● EXERCISE DIRECTIONS
Without including any picture, copy the entries that follow word for word.

*** DATASET RECORDS Section Begins ***

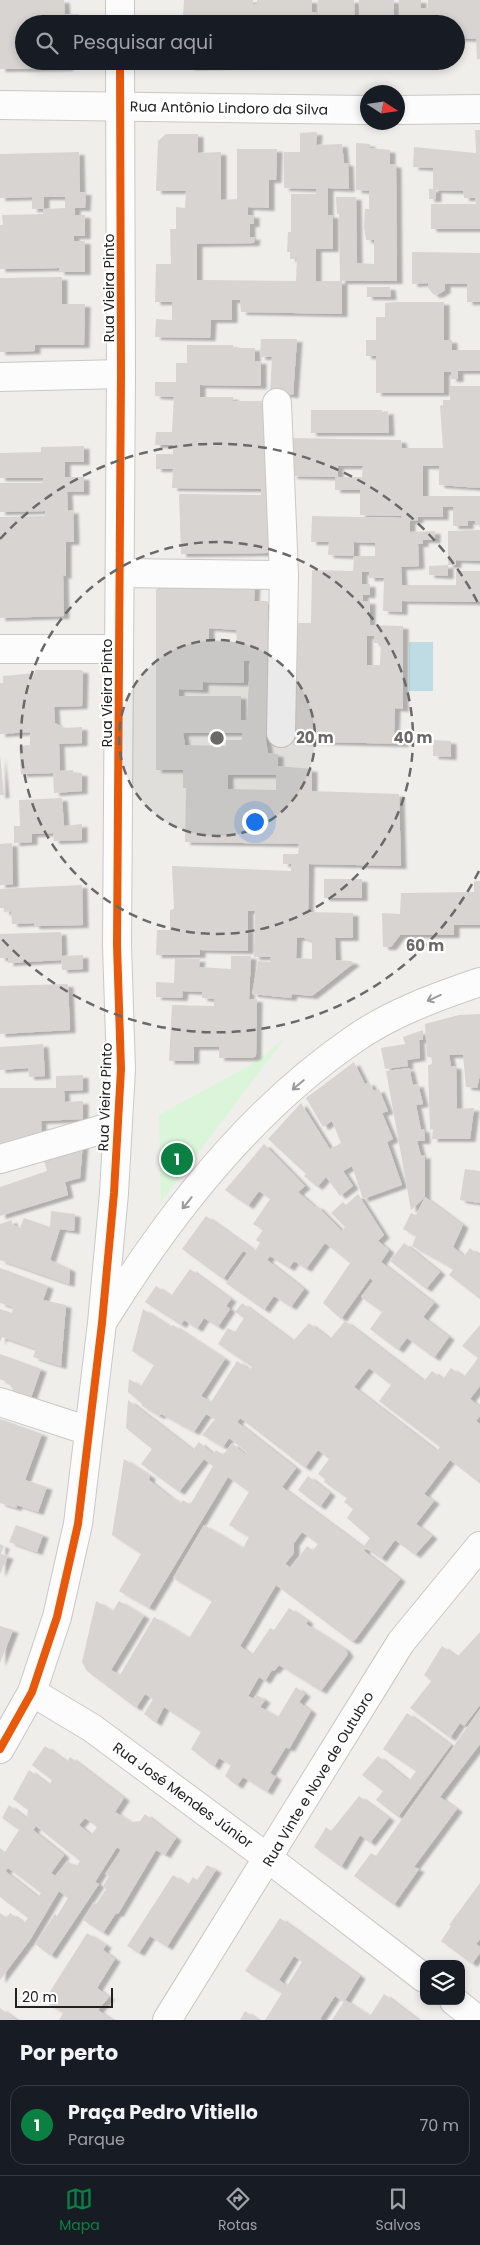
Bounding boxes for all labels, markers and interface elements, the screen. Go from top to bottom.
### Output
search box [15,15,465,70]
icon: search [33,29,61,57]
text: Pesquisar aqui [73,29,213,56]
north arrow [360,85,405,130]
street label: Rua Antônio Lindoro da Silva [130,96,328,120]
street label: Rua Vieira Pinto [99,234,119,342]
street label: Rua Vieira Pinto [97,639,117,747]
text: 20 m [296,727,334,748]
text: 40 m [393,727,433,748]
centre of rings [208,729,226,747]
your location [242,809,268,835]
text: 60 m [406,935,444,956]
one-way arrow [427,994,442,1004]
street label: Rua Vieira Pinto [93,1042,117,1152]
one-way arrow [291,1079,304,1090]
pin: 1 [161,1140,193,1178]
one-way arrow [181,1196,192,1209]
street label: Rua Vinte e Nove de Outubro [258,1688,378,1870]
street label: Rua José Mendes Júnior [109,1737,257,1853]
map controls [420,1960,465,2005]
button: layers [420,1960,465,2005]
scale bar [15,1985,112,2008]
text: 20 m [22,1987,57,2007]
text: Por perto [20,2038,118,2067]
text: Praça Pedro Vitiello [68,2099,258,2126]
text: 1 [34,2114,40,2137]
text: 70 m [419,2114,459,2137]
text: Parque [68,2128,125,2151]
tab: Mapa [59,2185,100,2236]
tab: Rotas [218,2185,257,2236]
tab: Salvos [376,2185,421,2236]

*** DATASET RECORDS Section Ends ***

● ANSWER BOX
Bounding boxes for all labels, markers and interface elements, the screen. Go from top to bottom.
### Output
search box [15,15,465,70]
icon: search [33,29,61,57]
text: Pesquisar aqui [73,29,213,56]
north arrow [360,85,405,130]
street label: Rua Antônio Lindoro da Silva [130,96,328,120]
street label: Rua Vieira Pinto [99,234,119,342]
street label: Rua Vieira Pinto [97,639,117,747]
text: 20 m [296,727,334,748]
text: 40 m [393,727,433,748]
centre of rings [208,729,226,747]
your location [242,809,268,835]
text: 60 m [406,935,444,956]
one-way arrow [427,994,442,1004]
street label: Rua Vieira Pinto [93,1042,117,1152]
one-way arrow [291,1079,304,1090]
pin: 1 [161,1140,193,1178]
one-way arrow [181,1196,192,1209]
street label: Rua Vinte e Nove de Outubro [258,1688,378,1870]
street label: Rua José Mendes Júnior [109,1737,257,1853]
map controls [420,1960,465,2005]
button: layers [420,1960,465,2005]
scale bar [15,1985,112,2008]
text: 20 m [22,1987,57,2007]
text: Por perto [20,2038,118,2067]
text: Praça Pedro Vitiello [68,2099,258,2126]
text: 1 [34,2114,40,2137]
text: 70 m [419,2114,459,2137]
text: Parque [68,2128,125,2151]
tab: Mapa [59,2185,100,2236]
tab: Rotas [218,2185,257,2236]
tab: Salvos [376,2185,421,2236]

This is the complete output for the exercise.